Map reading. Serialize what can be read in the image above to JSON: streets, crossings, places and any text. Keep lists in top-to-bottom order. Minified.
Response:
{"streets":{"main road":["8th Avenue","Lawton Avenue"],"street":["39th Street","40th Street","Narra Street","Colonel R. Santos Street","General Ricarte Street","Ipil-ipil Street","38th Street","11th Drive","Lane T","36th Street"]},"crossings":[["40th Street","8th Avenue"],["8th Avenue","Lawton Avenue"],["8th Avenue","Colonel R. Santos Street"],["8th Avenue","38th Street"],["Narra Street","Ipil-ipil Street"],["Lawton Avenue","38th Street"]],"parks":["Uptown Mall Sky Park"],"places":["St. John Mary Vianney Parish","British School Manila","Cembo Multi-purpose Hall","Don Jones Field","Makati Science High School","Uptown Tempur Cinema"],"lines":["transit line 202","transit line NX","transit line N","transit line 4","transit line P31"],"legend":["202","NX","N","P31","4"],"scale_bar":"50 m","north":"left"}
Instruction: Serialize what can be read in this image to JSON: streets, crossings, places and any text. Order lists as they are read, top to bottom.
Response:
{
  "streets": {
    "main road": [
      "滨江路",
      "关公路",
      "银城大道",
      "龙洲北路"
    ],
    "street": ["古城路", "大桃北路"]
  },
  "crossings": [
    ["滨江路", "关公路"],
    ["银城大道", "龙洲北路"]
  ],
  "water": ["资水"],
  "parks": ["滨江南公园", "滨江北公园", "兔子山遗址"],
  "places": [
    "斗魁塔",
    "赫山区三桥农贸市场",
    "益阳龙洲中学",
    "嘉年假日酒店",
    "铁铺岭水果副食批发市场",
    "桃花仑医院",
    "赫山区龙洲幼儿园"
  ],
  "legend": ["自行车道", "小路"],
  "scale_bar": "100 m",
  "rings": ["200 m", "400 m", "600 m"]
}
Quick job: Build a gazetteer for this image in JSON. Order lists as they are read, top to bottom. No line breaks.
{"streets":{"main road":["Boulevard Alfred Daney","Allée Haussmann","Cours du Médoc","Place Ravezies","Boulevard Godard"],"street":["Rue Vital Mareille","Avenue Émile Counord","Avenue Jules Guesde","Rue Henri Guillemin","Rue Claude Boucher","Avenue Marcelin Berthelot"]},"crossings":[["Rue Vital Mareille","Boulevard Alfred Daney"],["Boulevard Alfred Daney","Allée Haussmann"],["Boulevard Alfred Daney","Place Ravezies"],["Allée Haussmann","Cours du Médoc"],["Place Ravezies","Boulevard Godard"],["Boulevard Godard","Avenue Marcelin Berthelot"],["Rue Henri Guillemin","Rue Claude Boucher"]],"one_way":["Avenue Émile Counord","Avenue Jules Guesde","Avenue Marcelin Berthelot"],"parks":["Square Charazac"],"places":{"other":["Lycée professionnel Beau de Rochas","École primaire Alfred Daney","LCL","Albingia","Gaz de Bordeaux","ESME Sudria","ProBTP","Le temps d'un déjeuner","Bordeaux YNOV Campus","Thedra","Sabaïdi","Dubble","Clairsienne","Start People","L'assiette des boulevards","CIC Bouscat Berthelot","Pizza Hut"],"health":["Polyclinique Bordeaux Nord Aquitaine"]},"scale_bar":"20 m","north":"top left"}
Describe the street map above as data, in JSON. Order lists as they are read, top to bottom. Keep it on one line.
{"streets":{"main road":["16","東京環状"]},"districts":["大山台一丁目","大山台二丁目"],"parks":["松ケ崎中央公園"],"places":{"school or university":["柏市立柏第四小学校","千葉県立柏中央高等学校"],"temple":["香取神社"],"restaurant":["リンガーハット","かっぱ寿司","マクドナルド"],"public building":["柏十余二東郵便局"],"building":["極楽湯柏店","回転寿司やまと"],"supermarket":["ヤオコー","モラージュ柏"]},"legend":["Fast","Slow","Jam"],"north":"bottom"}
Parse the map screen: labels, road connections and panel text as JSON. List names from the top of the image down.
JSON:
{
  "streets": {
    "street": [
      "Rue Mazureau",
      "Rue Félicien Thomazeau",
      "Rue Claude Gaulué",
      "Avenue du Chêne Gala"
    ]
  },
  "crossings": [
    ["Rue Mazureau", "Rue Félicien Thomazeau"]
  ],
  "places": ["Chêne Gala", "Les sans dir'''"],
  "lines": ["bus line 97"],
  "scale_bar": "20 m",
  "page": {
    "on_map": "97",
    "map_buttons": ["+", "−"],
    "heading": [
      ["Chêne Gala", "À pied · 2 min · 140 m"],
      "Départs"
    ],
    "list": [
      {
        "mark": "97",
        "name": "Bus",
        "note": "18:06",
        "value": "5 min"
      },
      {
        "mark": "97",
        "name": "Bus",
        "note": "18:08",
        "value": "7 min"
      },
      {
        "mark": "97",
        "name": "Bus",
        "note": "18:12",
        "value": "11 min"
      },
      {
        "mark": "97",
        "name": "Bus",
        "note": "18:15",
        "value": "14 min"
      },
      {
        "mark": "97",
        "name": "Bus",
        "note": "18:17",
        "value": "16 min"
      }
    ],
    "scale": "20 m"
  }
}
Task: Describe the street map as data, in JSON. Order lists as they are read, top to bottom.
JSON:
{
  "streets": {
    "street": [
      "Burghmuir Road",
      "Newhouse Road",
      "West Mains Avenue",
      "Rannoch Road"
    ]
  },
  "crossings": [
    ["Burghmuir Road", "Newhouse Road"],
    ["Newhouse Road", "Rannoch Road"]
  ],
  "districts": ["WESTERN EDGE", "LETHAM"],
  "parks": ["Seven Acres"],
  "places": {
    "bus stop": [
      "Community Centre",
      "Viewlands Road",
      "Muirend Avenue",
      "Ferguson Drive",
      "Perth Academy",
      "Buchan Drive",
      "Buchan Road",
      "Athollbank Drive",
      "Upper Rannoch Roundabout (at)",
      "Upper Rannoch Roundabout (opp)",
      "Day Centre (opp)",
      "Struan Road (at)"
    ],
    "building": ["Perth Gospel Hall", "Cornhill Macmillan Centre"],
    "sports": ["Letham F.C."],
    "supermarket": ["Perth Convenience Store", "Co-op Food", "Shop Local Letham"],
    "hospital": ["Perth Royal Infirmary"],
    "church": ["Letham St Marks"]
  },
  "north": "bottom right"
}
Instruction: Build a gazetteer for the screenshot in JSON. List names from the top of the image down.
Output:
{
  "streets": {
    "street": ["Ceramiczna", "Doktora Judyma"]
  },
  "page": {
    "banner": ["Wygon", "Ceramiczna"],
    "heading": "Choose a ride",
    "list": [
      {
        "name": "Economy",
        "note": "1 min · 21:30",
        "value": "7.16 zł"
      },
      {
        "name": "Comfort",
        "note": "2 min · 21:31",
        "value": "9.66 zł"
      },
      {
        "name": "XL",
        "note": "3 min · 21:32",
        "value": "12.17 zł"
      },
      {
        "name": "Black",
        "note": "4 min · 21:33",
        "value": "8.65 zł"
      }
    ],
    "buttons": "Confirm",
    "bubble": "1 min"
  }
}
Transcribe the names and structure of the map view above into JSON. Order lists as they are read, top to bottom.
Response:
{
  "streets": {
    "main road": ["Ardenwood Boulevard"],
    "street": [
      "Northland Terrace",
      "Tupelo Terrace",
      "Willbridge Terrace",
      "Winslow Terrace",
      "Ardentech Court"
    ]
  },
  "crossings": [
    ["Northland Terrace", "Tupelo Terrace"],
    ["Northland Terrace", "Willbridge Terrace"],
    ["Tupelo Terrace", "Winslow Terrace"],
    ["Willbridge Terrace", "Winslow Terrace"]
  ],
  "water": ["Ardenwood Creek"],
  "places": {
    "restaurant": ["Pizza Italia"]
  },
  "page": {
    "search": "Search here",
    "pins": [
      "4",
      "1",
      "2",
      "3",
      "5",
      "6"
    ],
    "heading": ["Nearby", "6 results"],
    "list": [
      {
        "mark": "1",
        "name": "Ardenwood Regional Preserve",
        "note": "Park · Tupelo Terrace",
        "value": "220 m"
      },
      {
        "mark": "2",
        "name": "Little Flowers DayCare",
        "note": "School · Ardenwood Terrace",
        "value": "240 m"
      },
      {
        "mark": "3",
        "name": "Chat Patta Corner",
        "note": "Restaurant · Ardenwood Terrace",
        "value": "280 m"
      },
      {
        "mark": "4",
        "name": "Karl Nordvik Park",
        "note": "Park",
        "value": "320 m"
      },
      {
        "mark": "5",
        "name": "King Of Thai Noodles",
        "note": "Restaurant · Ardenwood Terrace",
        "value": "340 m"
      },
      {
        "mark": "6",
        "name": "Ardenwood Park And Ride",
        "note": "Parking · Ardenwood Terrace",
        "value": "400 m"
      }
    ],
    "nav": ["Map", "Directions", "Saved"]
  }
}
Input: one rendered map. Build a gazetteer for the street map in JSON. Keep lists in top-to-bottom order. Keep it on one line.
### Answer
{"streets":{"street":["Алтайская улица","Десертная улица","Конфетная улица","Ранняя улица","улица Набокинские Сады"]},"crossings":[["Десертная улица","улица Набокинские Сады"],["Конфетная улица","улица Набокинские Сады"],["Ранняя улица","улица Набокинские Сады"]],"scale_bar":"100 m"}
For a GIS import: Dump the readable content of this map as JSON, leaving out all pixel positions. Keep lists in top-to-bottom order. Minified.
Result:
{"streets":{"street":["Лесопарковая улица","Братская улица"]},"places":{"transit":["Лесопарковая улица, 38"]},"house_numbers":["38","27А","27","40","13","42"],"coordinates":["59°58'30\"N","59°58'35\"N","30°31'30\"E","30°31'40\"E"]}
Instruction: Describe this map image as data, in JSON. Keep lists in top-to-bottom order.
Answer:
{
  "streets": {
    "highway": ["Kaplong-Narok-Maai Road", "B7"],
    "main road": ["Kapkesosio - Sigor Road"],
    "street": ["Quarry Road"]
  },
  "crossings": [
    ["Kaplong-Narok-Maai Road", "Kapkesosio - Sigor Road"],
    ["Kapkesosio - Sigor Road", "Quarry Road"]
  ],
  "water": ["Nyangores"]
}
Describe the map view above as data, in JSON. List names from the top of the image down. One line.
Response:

REQUIRED WORK: Transcribe the lines from the first line of the records through the line that contains "Instruction: Serialize what", both included, and add nothing else.

THE ANSWER:
Map reading. Serialize what can be read in the image above to JSON: streets, crossings, places and any text. Keep lists in top-to-bottom order. Minified.
Response:
{"streets":{"main road":["8th Avenue","Lawton Avenue"],"street":["39th Street","40th Street","Narra Street","Colonel R. Santos Street","General Ricarte Street","Ipil-ipil Street","38th Street","11th Drive","Lane T","36th Street"]},"crossings":[["40th Street","8th Avenue"],["8th Avenue","Lawton Avenue"],["8th Avenue","Colonel R. Santos Street"],["8th Avenue","38th Street"],["Narra Street","Ipil-ipil Street"],["Lawton Avenue","38th Street"]],"parks":["Uptown Mall Sky Park"],"places":["St. John Mary Vianney Parish","British School Manila","Cembo Multi-purpose Hall","Don Jones Field","Makati Science High School","Uptown Tempur Cinema"],"lines":["transit line 202","transit line NX","transit line N","transit line 4","transit line P31"],"legend":["202","NX","N","P31","4"],"scale_bar":"50 m","north":"left"}
Instruction: Serialize what can be read in this image to JSON: streets, crossings, places and any text. Order lists as they are read, top to bottom.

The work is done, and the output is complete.